[Stored data entries]
================
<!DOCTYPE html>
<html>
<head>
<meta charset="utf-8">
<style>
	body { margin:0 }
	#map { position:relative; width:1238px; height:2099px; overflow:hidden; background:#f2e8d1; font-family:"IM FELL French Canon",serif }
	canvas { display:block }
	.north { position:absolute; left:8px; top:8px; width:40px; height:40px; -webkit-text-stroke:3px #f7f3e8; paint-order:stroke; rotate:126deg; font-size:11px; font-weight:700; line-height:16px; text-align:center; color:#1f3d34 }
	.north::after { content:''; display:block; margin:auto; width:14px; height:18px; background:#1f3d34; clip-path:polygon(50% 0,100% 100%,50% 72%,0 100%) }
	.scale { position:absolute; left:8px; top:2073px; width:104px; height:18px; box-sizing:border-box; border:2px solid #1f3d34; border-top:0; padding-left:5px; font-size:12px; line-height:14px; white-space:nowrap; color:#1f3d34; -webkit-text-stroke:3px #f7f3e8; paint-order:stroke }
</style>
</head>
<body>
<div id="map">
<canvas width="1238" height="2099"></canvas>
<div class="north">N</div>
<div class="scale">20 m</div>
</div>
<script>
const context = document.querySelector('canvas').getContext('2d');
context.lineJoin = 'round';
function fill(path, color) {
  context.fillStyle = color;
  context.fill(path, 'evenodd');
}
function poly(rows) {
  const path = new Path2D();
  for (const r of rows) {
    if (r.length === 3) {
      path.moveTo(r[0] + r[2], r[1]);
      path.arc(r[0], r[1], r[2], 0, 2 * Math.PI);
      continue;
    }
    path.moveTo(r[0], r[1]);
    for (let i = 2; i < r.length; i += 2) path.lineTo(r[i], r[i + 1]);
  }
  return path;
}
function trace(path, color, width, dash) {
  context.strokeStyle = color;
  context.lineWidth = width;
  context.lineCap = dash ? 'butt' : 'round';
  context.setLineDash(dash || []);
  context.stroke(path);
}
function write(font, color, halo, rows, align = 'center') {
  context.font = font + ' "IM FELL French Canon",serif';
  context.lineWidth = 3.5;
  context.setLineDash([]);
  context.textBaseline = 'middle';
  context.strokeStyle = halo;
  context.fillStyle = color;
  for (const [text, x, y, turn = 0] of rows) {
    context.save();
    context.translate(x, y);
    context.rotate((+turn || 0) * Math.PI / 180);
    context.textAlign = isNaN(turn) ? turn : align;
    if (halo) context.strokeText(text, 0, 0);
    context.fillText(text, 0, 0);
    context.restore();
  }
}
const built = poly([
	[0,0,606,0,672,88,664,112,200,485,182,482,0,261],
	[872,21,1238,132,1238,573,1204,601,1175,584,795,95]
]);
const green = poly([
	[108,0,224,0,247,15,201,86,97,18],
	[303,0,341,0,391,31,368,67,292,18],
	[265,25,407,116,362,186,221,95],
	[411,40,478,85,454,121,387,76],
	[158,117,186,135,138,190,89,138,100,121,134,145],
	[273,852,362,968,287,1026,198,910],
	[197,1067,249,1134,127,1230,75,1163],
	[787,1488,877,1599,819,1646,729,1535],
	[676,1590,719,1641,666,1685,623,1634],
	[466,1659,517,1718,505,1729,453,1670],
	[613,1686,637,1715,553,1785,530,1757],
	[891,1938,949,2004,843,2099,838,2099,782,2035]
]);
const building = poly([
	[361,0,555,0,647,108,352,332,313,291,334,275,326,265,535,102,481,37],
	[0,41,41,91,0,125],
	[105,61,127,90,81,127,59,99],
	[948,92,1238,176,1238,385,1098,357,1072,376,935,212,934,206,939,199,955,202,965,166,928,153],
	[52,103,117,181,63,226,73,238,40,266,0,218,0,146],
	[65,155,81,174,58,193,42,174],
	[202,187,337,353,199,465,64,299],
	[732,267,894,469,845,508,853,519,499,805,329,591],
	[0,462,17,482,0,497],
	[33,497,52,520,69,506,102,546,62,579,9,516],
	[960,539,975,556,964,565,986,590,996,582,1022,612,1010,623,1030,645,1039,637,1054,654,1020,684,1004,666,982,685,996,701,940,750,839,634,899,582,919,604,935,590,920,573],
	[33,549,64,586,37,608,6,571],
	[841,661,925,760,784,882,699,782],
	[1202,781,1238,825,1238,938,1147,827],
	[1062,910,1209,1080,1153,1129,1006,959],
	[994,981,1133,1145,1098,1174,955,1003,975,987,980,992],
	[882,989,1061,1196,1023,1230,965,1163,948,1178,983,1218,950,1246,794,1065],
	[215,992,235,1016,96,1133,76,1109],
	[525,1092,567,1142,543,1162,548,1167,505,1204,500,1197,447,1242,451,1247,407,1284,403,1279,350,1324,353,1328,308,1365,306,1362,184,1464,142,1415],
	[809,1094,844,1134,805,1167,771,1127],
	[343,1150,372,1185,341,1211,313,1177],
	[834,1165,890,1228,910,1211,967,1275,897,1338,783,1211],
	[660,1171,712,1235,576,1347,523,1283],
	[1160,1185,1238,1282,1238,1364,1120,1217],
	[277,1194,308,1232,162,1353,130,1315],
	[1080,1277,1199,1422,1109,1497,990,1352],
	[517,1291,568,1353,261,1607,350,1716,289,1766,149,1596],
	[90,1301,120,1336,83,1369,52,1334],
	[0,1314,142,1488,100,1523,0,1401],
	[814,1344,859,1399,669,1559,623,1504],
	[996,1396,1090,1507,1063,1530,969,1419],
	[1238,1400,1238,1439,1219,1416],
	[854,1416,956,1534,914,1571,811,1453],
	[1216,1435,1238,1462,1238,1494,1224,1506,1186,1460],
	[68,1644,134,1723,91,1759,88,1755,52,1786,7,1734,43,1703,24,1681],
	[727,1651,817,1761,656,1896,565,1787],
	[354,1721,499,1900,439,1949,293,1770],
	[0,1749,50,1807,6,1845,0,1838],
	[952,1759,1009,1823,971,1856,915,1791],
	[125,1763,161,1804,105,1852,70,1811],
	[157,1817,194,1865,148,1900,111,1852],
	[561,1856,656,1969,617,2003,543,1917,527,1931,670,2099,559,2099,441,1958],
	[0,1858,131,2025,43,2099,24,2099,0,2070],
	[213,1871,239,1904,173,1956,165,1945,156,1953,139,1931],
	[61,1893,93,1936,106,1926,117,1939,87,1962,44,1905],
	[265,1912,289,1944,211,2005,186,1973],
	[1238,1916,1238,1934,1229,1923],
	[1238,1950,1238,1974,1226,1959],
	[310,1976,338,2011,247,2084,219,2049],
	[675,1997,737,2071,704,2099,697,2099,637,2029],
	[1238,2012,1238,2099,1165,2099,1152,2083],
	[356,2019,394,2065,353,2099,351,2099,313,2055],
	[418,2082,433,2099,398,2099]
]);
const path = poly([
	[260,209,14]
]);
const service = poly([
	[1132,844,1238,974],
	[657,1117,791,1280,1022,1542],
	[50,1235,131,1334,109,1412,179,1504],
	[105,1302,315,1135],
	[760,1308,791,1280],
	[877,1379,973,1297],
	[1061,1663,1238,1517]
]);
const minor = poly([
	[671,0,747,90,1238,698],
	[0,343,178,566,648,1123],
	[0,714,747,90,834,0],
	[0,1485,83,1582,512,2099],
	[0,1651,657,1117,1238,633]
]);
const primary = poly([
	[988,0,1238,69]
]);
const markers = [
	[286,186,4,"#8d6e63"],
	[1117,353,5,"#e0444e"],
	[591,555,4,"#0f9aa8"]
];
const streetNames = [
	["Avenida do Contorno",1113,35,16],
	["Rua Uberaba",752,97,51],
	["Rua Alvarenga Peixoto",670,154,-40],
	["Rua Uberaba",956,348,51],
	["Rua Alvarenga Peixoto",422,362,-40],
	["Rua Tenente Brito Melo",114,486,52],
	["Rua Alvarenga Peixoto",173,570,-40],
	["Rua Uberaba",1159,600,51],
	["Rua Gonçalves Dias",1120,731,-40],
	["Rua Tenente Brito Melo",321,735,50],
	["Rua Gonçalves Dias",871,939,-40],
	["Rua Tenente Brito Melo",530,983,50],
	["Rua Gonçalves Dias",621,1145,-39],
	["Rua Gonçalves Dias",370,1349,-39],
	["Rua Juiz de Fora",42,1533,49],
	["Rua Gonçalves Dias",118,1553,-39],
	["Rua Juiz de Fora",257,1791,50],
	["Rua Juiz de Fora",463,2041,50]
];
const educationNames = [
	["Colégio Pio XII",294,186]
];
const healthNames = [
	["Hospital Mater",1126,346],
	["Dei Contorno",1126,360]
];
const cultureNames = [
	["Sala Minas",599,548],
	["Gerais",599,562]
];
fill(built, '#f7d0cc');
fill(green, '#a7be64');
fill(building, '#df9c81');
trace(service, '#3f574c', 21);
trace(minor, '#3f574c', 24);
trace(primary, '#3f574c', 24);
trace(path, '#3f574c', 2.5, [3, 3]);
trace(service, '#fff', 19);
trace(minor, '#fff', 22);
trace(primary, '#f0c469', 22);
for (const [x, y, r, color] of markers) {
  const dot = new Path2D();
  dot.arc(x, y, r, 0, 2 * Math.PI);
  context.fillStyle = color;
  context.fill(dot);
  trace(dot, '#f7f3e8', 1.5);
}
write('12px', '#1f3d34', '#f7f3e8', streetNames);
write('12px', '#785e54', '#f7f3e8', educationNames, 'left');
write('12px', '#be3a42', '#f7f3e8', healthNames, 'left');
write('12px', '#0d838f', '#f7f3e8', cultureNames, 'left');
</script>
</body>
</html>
================
- _TASK_
For each line in the records that contains the word "center", make a copy.

- _WRITTEN REPLY_
	.north { position:absolute; left:8px; top:8px; width:40px; height:40px; -webkit-text-stroke:3px #f7f3e8; paint-order:stroke; rotate:126deg; font-size:11px; font-weight:700; line-height:16px; text-align:center; color:#1f3d34 }
function write(font, color, halo, rows, align = 'center') {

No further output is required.